Task goal: What's needed is the listing below, repeated word for word with no pictures.

═══

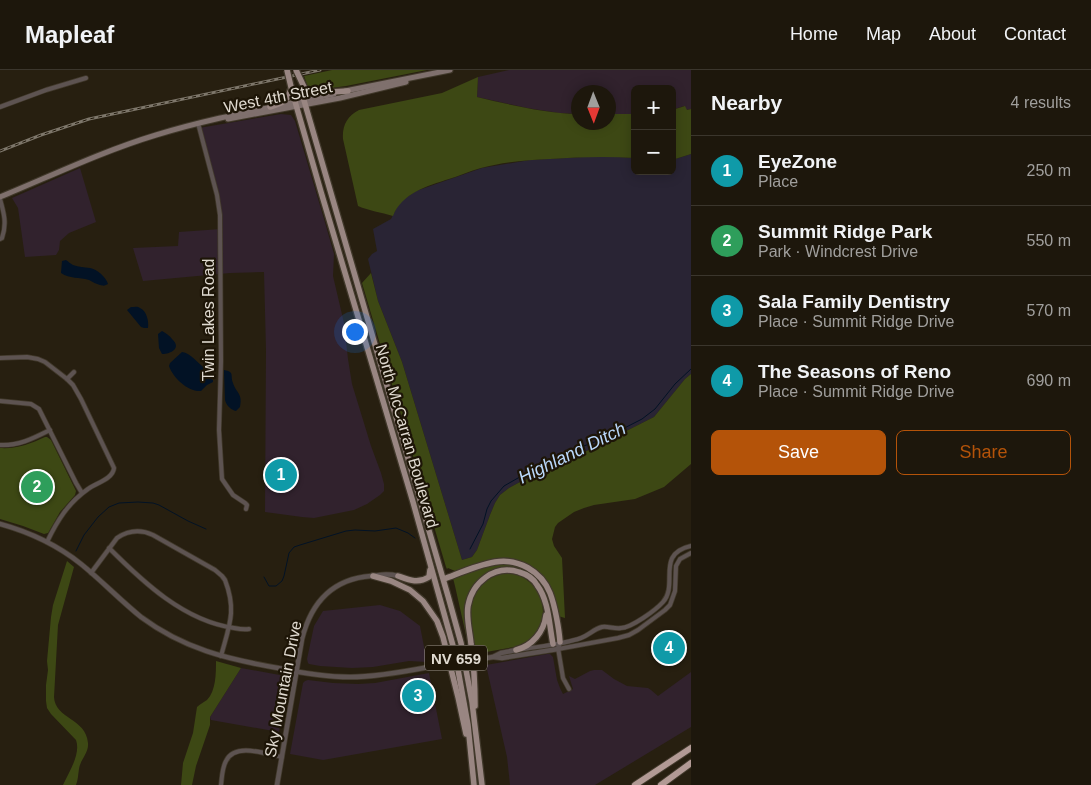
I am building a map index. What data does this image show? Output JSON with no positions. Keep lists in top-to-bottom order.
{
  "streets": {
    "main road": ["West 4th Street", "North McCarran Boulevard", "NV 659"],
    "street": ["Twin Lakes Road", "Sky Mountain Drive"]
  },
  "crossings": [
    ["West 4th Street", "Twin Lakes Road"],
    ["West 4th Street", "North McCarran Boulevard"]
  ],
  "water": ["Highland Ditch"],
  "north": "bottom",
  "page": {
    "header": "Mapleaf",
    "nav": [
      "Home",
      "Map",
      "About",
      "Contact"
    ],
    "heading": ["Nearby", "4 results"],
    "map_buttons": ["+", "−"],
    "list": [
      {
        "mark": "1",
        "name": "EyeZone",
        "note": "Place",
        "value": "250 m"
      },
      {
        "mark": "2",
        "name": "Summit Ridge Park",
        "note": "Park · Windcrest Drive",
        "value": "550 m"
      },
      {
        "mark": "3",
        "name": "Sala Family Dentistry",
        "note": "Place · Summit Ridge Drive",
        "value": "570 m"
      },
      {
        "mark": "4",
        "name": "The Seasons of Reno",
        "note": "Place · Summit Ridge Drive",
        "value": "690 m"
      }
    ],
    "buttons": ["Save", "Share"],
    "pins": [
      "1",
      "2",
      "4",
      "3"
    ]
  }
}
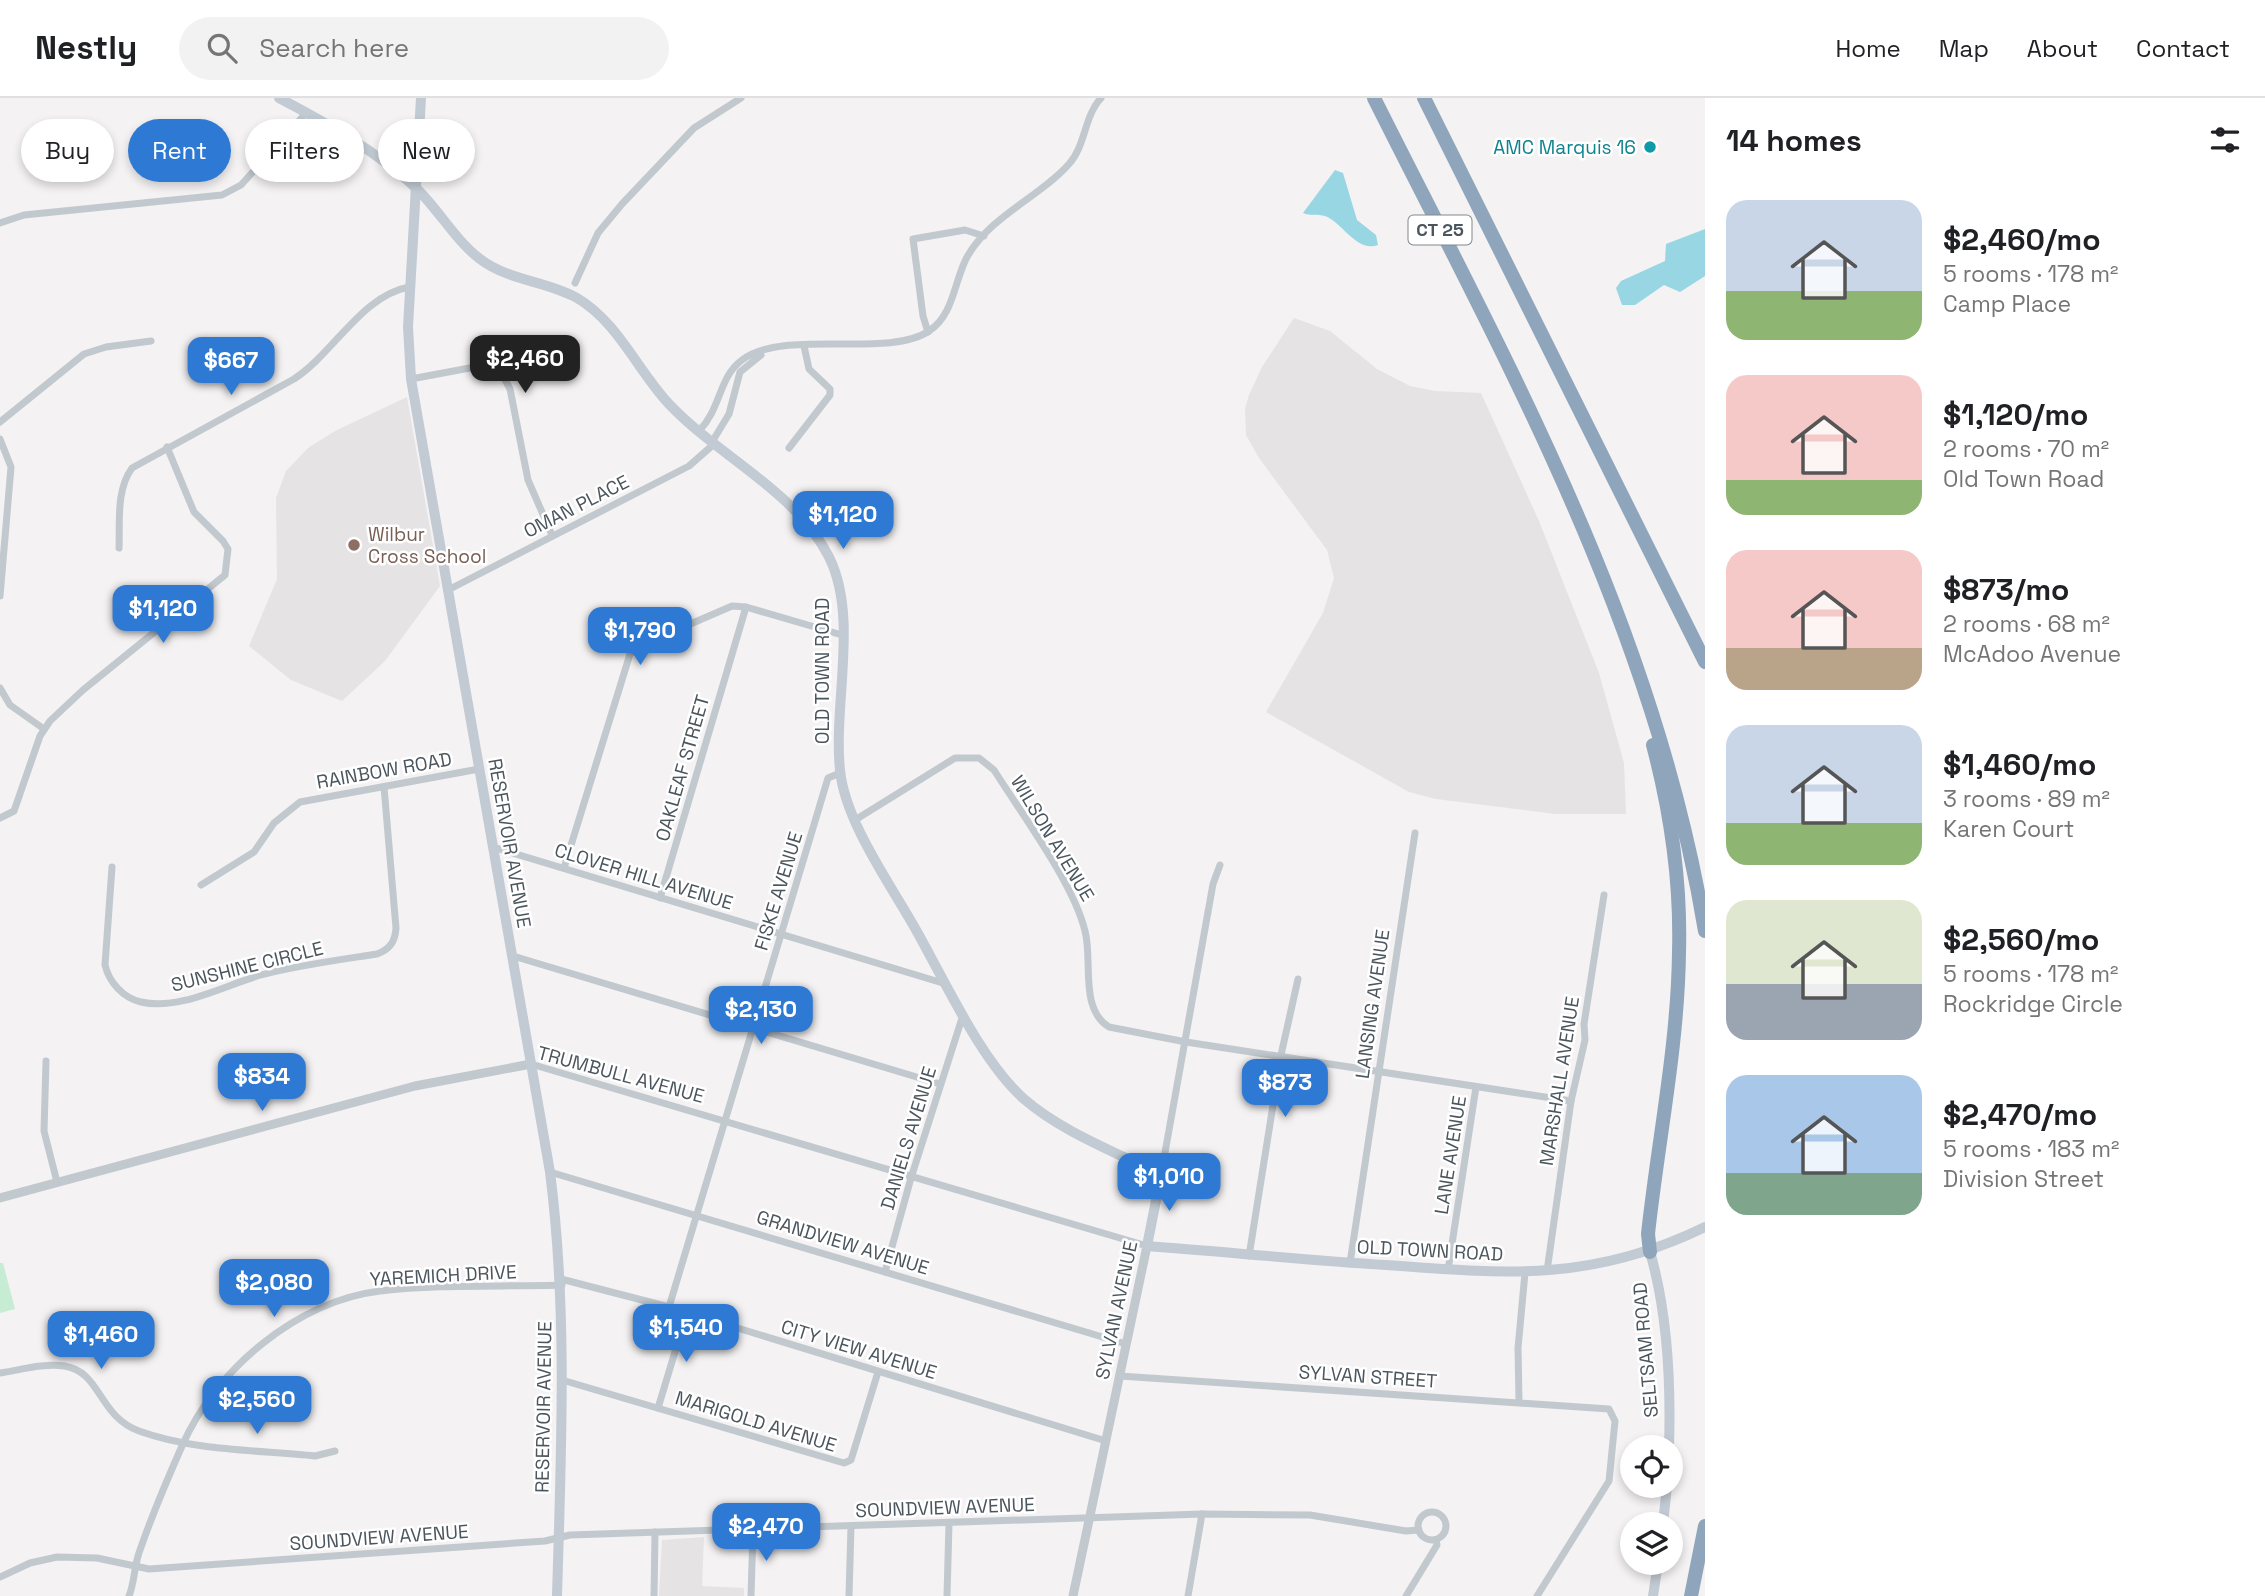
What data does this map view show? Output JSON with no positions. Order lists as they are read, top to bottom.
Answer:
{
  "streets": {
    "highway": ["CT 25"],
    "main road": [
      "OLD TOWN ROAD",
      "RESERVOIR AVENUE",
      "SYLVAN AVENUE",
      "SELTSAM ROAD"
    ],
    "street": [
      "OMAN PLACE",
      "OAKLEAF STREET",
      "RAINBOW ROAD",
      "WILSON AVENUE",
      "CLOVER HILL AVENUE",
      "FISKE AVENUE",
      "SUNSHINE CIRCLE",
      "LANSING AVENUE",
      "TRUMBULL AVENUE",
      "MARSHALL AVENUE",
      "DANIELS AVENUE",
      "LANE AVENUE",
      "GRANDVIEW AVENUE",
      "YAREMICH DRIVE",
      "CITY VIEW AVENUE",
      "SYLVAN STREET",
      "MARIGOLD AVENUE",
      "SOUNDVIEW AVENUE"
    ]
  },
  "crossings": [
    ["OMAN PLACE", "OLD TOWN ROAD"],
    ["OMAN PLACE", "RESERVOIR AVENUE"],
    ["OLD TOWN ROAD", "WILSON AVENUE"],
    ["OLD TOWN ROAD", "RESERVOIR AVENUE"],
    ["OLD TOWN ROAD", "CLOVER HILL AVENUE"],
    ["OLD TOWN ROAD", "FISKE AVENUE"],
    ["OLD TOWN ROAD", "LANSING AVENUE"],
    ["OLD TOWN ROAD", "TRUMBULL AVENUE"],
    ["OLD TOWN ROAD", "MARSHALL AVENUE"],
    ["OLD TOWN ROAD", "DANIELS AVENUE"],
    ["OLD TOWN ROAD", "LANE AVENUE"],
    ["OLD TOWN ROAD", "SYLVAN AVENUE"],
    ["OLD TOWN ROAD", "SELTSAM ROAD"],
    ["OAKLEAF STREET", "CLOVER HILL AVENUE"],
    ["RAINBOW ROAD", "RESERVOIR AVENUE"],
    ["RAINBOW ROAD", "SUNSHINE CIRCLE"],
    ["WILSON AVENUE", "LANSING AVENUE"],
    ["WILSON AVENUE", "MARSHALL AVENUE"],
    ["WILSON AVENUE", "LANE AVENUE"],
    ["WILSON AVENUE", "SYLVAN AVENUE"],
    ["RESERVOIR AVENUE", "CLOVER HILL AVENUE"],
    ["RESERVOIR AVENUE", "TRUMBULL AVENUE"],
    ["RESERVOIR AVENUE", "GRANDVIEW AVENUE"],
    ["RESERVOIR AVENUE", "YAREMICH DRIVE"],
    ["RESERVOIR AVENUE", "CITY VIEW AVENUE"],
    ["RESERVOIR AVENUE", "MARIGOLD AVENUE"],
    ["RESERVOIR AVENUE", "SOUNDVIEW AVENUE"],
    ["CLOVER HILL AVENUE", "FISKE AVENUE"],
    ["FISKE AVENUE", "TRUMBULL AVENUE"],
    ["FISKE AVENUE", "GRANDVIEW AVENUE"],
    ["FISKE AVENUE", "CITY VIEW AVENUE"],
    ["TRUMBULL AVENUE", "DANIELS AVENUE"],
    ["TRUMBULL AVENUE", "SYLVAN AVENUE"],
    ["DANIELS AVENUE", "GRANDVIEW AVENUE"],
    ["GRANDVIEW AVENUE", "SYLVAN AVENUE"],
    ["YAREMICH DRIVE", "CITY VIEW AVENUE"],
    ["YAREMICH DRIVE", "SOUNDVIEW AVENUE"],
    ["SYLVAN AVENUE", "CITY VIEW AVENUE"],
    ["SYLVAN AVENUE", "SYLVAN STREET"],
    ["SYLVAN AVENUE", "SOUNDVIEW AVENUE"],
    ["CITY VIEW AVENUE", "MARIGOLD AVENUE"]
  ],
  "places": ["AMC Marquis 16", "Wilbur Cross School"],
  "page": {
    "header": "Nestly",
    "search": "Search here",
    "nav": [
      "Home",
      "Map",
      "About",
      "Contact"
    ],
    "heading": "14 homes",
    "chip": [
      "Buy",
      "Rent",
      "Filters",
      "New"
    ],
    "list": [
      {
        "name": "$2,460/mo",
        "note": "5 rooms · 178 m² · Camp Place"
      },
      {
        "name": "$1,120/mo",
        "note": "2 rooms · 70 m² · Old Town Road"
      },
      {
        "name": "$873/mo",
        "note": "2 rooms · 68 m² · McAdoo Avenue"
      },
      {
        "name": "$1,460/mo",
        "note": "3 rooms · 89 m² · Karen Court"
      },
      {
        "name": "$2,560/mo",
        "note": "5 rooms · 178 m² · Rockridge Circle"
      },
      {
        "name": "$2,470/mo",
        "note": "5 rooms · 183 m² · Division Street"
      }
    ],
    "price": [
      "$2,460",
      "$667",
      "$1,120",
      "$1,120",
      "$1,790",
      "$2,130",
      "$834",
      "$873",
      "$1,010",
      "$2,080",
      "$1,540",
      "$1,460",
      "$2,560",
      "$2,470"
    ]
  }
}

═══

Task answer:
I am building a map index. What data does this image show? Output JSON with no positions. Keep lists in top-to-bottom order.
{
  "streets": {
    "main road": ["West 4th Street", "North McCarran Boulevard", "NV 659"],
    "street": ["Twin Lakes Road", "Sky Mountain Drive"]
  },
  "crossings": [
    ["West 4th Street", "Twin Lakes Road"],
    ["West 4th Street", "North McCarran Boulevard"]
  ],
  "water": ["Highland Ditch"],
  "north": "bottom",
  "page": {
    "header": "Mapleaf",
    "nav": [
      "Home",
      "Map",
      "About",
      "Contact"
    ],
    "heading": ["Nearby", "4 results"],
    "map_buttons": ["+", "−"],
    "list": [
      {
        "mark": "1",
        "name": "EyeZone",
        "note": "Place",
        "value": "250 m"
      },
      {
        "mark": "2",
        "name": "Summit Ridge Park",
        "note": "Park · Windcrest Drive",
        "value": "550 m"
      },
      {
        "mark": "3",
        "name": "Sala Family Dentistry",
        "note": "Place · Summit Ridge Drive",
        "value": "570 m"
      },
      {
        "mark": "4",
        "name": "The Seasons of Reno",
        "note": "Place · Summit Ridge Drive",
        "value": "690 m"
      }
    ],
    "buttons": ["Save", "Share"],
    "pins": [
      "1",
      "2",
      "4",
      "3"
    ]
  }
}
What data does this map view show? Output JSON with no positions. Order lists as they are read, top to bottom.
Answer:
{
  "streets": {
    "highway": ["CT 25"],
    "main road": [
      "OLD TOWN ROAD",
      "RESERVOIR AVENUE",
      "SYLVAN AVENUE",
      "SELTSAM ROAD"
    ],
    "street": [
      "OMAN PLACE",
      "OAKLEAF STREET",
      "RAINBOW ROAD",
      "WILSON AVENUE",
      "CLOVER HILL AVENUE",
      "FISKE AVENUE",
      "SUNSHINE CIRCLE",
      "LANSING AVENUE",
      "TRUMBULL AVENUE",
      "MARSHALL AVENUE",
      "DANIELS AVENUE",
      "LANE AVENUE",
      "GRANDVIEW AVENUE",
      "YAREMICH DRIVE",
      "CITY VIEW AVENUE",
      "SYLVAN STREET",
      "MARIGOLD AVENUE",
      "SOUNDVIEW AVENUE"
    ]
  },
  "crossings": [
    ["OMAN PLACE", "OLD TOWN ROAD"],
    ["OMAN PLACE", "RESERVOIR AVENUE"],
    ["OLD TOWN ROAD", "WILSON AVENUE"],
    ["OLD TOWN ROAD", "RESERVOIR AVENUE"],
    ["OLD TOWN ROAD", "CLOVER HILL AVENUE"],
    ["OLD TOWN ROAD", "FISKE AVENUE"],
    ["OLD TOWN ROAD", "LANSING AVENUE"],
    ["OLD TOWN ROAD", "TRUMBULL AVENUE"],
    ["OLD TOWN ROAD", "MARSHALL AVENUE"],
    ["OLD TOWN ROAD", "DANIELS AVENUE"],
    ["OLD TOWN ROAD", "LANE AVENUE"],
    ["OLD TOWN ROAD", "SYLVAN AVENUE"],
    ["OLD TOWN ROAD", "SELTSAM ROAD"],
    ["OAKLEAF STREET", "CLOVER HILL AVENUE"],
    ["RAINBOW ROAD", "RESERVOIR AVENUE"],
    ["RAINBOW ROAD", "SUNSHINE CIRCLE"],
    ["WILSON AVENUE", "LANSING AVENUE"],
    ["WILSON AVENUE", "MARSHALL AVENUE"],
    ["WILSON AVENUE", "LANE AVENUE"],
    ["WILSON AVENUE", "SYLVAN AVENUE"],
    ["RESERVOIR AVENUE", "CLOVER HILL AVENUE"],
    ["RESERVOIR AVENUE", "TRUMBULL AVENUE"],
    ["RESERVOIR AVENUE", "GRANDVIEW AVENUE"],
    ["RESERVOIR AVENUE", "YAREMICH DRIVE"],
    ["RESERVOIR AVENUE", "CITY VIEW AVENUE"],
    ["RESERVOIR AVENUE", "MARIGOLD AVENUE"],
    ["RESERVOIR AVENUE", "SOUNDVIEW AVENUE"],
    ["CLOVER HILL AVENUE", "FISKE AVENUE"],
    ["FISKE AVENUE", "TRUMBULL AVENUE"],
    ["FISKE AVENUE", "GRANDVIEW AVENUE"],
    ["FISKE AVENUE", "CITY VIEW AVENUE"],
    ["TRUMBULL AVENUE", "DANIELS AVENUE"],
    ["TRUMBULL AVENUE", "SYLVAN AVENUE"],
    ["DANIELS AVENUE", "GRANDVIEW AVENUE"],
    ["GRANDVIEW AVENUE", "SYLVAN AVENUE"],
    ["YAREMICH DRIVE", "CITY VIEW AVENUE"],
    ["YAREMICH DRIVE", "SOUNDVIEW AVENUE"],
    ["SYLVAN AVENUE", "CITY VIEW AVENUE"],
    ["SYLVAN AVENUE", "SYLVAN STREET"],
    ["SYLVAN AVENUE", "SOUNDVIEW AVENUE"],
    ["CITY VIEW AVENUE", "MARIGOLD AVENUE"]
  ],
  "places": ["AMC Marquis 16", "Wilbur Cross School"],
  "page": {
    "header": "Nestly",
    "search": "Search here",
    "nav": [
      "Home",
      "Map",
      "About",
      "Contact"
    ],
    "heading": "14 homes",
    "chip": [
      "Buy",
      "Rent",
      "Filters",
      "New"
    ],
    "list": [
      {
        "name": "$2,460/mo",
        "note": "5 rooms · 178 m² · Camp Place"
      },
      {
        "name": "$1,120/mo",
        "note": "2 rooms · 70 m² · Old Town Road"
      },
      {
        "name": "$873/mo",
        "note": "2 rooms · 68 m² · McAdoo Avenue"
      },
      {
        "name": "$1,460/mo",
        "note": "3 rooms · 89 m² · Karen Court"
      },
      {
        "name": "$2,560/mo",
        "note": "5 rooms · 178 m² · Rockridge Circle"
      },
      {
        "name": "$2,470/mo",
        "note": "5 rooms · 183 m² · Division Street"
      }
    ],
    "price": [
      "$2,460",
      "$667",
      "$1,120",
      "$1,120",
      "$1,790",
      "$2,130",
      "$834",
      "$873",
      "$1,010",
      "$2,080",
      "$1,540",
      "$1,460",
      "$2,560",
      "$2,470"
    ]
  }
}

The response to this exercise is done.